Collected data
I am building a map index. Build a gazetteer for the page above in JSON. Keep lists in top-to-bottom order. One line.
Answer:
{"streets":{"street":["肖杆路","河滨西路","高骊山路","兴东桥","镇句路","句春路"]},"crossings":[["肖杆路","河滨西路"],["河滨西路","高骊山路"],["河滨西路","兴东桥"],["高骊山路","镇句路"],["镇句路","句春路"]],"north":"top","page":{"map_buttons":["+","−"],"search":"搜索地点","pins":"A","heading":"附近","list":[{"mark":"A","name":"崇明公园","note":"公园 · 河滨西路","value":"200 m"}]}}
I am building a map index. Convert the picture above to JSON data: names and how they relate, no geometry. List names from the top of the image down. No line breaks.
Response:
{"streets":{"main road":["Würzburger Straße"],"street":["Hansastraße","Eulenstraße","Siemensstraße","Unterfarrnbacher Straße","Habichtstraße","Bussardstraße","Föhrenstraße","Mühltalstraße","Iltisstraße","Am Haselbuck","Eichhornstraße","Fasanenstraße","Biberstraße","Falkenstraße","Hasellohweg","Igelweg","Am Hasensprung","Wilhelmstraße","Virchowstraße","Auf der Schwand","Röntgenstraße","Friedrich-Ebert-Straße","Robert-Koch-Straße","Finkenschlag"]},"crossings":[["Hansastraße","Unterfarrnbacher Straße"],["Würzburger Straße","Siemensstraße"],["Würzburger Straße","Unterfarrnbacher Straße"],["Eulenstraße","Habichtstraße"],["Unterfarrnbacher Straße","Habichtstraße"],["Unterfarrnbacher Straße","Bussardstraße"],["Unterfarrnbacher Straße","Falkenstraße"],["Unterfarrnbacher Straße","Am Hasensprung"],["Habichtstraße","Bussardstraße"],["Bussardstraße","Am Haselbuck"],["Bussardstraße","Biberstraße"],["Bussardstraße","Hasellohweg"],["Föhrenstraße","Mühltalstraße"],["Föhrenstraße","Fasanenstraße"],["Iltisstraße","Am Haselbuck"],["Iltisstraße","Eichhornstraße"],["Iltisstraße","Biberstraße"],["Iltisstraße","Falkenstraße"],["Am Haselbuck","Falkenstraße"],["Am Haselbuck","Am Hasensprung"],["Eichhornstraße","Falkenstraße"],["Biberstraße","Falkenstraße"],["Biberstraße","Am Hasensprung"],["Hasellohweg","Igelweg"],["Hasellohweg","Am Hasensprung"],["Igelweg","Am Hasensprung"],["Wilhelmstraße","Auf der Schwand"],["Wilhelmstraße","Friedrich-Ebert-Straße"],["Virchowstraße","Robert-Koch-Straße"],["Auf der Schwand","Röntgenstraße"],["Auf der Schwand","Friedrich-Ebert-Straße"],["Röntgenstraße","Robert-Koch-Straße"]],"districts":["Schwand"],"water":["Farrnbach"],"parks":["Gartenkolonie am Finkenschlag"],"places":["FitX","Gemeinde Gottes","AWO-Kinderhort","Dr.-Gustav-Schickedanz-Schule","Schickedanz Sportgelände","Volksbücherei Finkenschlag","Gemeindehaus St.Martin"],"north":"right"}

**WORK REQUEST:**
Once a line of the records is found to contain "building", copy it out.

**YOUR RESPONSE:**
I am building a map index. Build a gazetteer for the page above in JSON. Keep lists in top-to-bottom order. One line.
I am building a map index. Convert the picture above to JSON data: names and how they relate, no geometry. List names from the top of the image down. No line breaks.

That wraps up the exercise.